Lake sediments are a fascinating archive. Lakes trap everything that is produced within the water column as well as particles produced within or even beyond the catchment (e.g. pollen, atmospheric pollution). Even more incredible, they can trap and preserve DNA fragments from aquatic and terrestrial organisms (e.g. diatoms, zooplankton, cyanobacteria, fish, plants, mammals, worms, fungi,…). We aim to ask, how does this remarkable process function? 

Figure 1. Pictures of the three lakes studied (from the top to the bottom: lakes La Thuile, Muzelle and Serre de l'Homme). 

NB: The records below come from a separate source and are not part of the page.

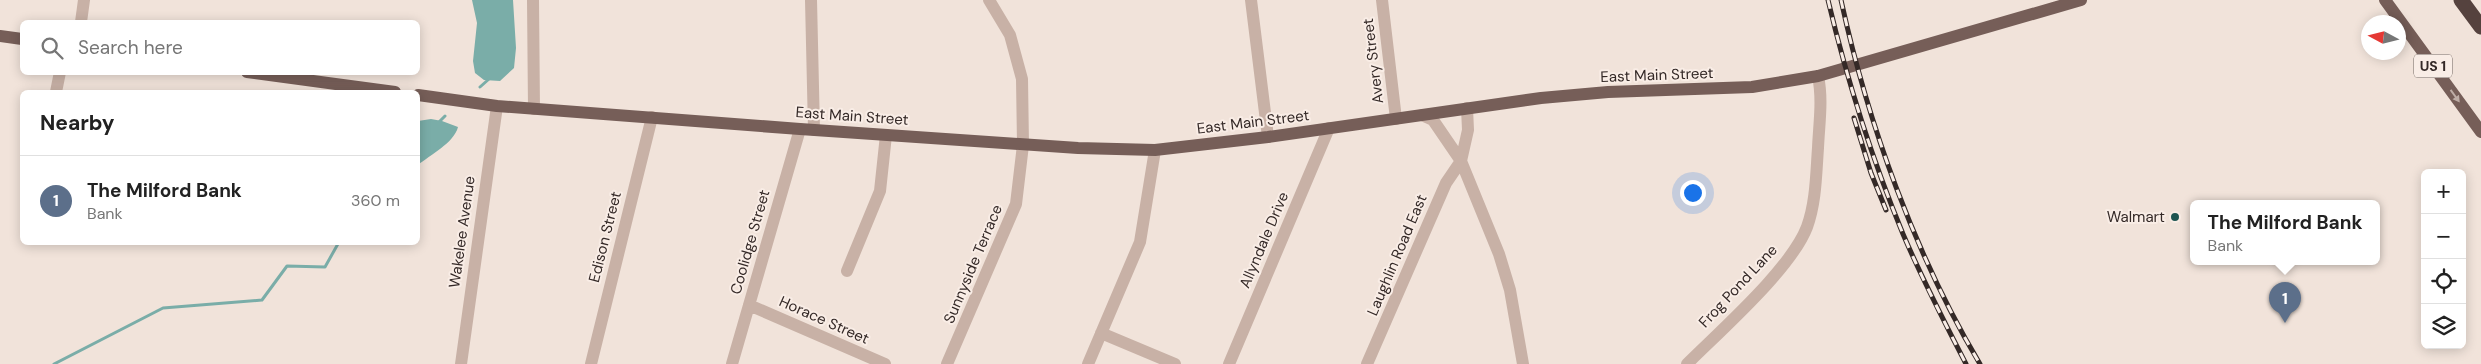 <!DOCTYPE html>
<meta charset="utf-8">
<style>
body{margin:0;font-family:"DM Sans",sans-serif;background:#f6f6f6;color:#222}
.controls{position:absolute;right:15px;bottom:15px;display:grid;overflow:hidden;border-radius:8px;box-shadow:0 2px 12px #0003}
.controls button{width:45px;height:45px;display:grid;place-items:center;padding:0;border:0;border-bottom:1px solid #e0e0e0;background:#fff;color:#222;font:25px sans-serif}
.compass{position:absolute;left:2361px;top:15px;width:45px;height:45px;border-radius:50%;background:#fff;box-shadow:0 2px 12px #0003;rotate:277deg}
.you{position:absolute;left:1692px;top:192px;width:18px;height:18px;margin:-12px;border:4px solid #fff;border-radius:50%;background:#1a73e8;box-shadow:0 0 0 8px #1a73e833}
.badge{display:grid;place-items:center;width:32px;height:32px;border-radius:50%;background:#0f766e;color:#fff;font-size:16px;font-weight:700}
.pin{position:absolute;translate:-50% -41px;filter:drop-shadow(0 1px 2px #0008)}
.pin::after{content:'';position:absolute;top:26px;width:18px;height:15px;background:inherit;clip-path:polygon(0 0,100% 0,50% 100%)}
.popup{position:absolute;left:2190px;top:200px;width:190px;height:65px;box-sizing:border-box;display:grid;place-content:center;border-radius:8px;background:#fff;filter:drop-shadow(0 1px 4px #0005);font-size:16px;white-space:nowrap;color:#767676}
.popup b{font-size:19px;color:#222}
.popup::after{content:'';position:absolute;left:50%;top:100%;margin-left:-10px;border:10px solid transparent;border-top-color:#fff}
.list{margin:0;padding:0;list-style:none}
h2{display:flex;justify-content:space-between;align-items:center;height:65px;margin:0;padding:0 20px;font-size:21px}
h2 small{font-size:16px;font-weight:400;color:#767676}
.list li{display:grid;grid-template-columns:32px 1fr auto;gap:15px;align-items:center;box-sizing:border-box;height:90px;padding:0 20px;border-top:1px solid #e0e0e0}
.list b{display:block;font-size:19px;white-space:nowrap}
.list p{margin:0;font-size:16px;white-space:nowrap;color:#767676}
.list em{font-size:16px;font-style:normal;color:#767676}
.icon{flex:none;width:28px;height:28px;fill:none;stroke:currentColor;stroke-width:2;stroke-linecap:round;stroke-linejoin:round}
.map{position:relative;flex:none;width:2481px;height:364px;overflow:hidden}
.search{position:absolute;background:#fff;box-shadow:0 2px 12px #0003;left:20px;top:20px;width:400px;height:55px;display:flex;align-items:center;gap:12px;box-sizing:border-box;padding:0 18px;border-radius:8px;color:#767676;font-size:19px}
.panel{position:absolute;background:#fff;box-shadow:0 2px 12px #0003;left:20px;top:90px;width:400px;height:155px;border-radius:8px}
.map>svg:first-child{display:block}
.water{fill:#7aada8}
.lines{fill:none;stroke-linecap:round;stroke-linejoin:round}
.stream{stroke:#7aada8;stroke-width:3}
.minor{stroke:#c8b1a6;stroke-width:12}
.major{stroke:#765e58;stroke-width:12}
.highway{stroke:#55423e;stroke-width:15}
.rail-casing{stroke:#342927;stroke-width:5}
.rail{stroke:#f9ede6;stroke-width:3;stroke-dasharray:9;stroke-linecap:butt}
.oneway{fill:#beada6}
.poi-dot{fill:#1e5551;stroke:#f9ede6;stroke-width:2}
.labels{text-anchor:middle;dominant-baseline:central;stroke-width:4;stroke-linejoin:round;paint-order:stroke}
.shield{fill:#f9ede6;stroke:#6f6460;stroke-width:1}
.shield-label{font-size:14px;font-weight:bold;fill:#342927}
.street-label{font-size:15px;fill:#342927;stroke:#f9ede6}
.poi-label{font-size:15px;fill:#342927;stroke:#f9ede6;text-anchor:end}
</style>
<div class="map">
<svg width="2481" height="364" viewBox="0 0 2481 364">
<rect width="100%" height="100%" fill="#f1e3da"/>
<path class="water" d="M472,0h41l3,48 -2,20 -14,13 -16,-1 -9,-7 -2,-12 4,-38z
M431,119l11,2 16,6c-4,16 -28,28 -40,38v-44z"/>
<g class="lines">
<path class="stream" d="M480,87l9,-8
M439,122l6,-6
M54,364l109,-56 99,-8 25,-34 38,1 14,-25"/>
<path class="minor" d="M533,0l1,109
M811,0l3,130
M1251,0l17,137
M1382,0l14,119
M81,22l3,-22
M56,92l4,-20
M1467,108l1,22 -7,31 38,93 11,36 13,74
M847,271l33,-80 6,-56
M749,305l136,59
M1101,333l74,31
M461,364l36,-258
M591,364l61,-247
M732,364l68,-235
M947,364l69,-160 7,-59 -1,-66 -12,-44 -21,-35
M1088,364l52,-122 15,-92
M1229,364l100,-236
M1367,364l79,-181 15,-22 -28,-41 -11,-5
M1687,364c33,-33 104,-95 120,-137 9,-25 9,-52 11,-79 1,-24 5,-48 0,-72"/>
<path class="major" d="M2385,0l96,132
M0,36l22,3
M247,72l148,20
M418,95l79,11 303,23 278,19 77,2 113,-13 273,-39 67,-6 144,-5 66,-11 263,-76"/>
<path class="highway" d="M2461,0l20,27"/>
<defs>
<path id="rail" d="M1828,0c19,80 44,159 75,234 19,45 41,87 63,130
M1841,0c27,124 74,255 139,364
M1854,118l17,55 15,37"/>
</defs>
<use href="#rail" class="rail-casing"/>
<use href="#rail" class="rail"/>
</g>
<defs><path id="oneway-solid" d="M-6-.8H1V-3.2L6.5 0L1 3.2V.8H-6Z" transform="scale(1.25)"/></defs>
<use class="oneway" href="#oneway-solid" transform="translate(2455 96) rotate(54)"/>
<circle class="poi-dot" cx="2175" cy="217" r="5"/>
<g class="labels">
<rect class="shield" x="2414" y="54.5" width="38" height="23" rx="4"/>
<g class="shield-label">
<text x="2433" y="66">US 1</text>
</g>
<g class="street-label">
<text transform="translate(1373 61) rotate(-97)">Avery Street</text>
<text transform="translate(1657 75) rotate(-2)">East Main Street</text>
<text transform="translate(852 116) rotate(4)">East Main Street</text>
<text transform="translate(1253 122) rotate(-7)">East Main Street</text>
<text transform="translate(462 232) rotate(-82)">Wakelee Avenue</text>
<text transform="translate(605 237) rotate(-76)">Edison Street</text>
<text transform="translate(1264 240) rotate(-67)">Allyndale Drive</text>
<text transform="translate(750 242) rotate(-74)">Coolidge Street</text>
<text transform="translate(1397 255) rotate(-67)">Laughlin Road East</text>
<text transform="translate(973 264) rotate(-67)">Sunnyside Terrace</text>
<text transform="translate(1738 286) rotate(-47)">Frog Pond Lane</text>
<text transform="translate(824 320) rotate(24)">Horace Street</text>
</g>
<g class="poi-label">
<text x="2165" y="217">Walmart</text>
</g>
</g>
</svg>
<div class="controls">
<button>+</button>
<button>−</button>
<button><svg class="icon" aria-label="locate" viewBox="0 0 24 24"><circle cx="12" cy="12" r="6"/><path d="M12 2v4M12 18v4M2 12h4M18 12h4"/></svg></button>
<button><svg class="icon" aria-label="layers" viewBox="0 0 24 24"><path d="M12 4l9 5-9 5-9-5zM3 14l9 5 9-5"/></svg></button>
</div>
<svg class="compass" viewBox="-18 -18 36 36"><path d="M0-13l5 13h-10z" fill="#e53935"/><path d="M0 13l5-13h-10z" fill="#767676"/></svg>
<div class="you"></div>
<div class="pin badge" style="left:2285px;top:323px;background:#5c6f8a">1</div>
<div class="popup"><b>The Milford Bank</b>Bank</div>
<div class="search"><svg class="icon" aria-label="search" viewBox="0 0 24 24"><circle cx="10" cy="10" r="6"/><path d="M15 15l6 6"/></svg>Search here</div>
<section class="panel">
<h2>Nearby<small></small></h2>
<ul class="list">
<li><span class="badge" style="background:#5c6f8a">1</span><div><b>The Milford Bank</b><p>Bank</p></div><em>360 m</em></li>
</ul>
</section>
</div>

Researchers have spent much time evaluating the processes that influence the survival of ancient DNA, including lake sediment DNA. In particular, they have considered how time and climate affect survival. However, when we investigate the processes that affect lake sediment DNA records, we not only should consider the issue of DNA preservation, but also the source of the DNA, and then, the processes responsible for its transfer and deposition. DNA taphonomy is concerned with all of these processes. Of particular importance is the fact that sedimentation varies significantly over time, depending on changes in the processes responsible for sediment formation. Also, the variation in geological, topographical, climatic and ecological contexts in different lake catchments will influence sedimentary processes (Figure 1). Consequently,  sediments look very different (i.e. have different geochemical compositions and physical properties) from one lake to another, and within a lake, the sediments will also vary down through the sedimentary layers (i.e. through time) (Figure 2). 

Figure 2. Illustration of the diversity in sedimentary deposits from different lakes in the Alps

The study of DNA taphonomy is particularly challenging, as it is often difficult to distinguish between taphonomic biases and the actual history of a lake and its catchment. One approach that partially mitigates this problem is the comparison of DNA records with “reference records” derived from other proxies, such as pollen, and the record of sedimentation processes. 

In our manuscript, we investigate these complex taphonomic processes via the study of three lake-catchment systems (Figure 1), with markedly different erosion dynamics. Because extracellular DNA is supposed to be quickly bound to detrital particles, especially clays, with our sampling design, we assess the effects of erosion processes on the terrestrial DNA record (from plants and animals). 

We demonstrate that erosion of upper organic and organo-mineral soil horizons yields a higher amount of plant DNA in lake sediments than deep horizons or bare soils and glacial flours. Moreover, high erosion rates, along with a well-developed hydrographic network, positively affect the representation of the catchment flora. Consequently, the development of open and agricultural landscapes, which favour erosion, could help record human activities. 

Based on these results, we develop a conceptual model that we encourage colleagues to use as an interpretative tool in future studies.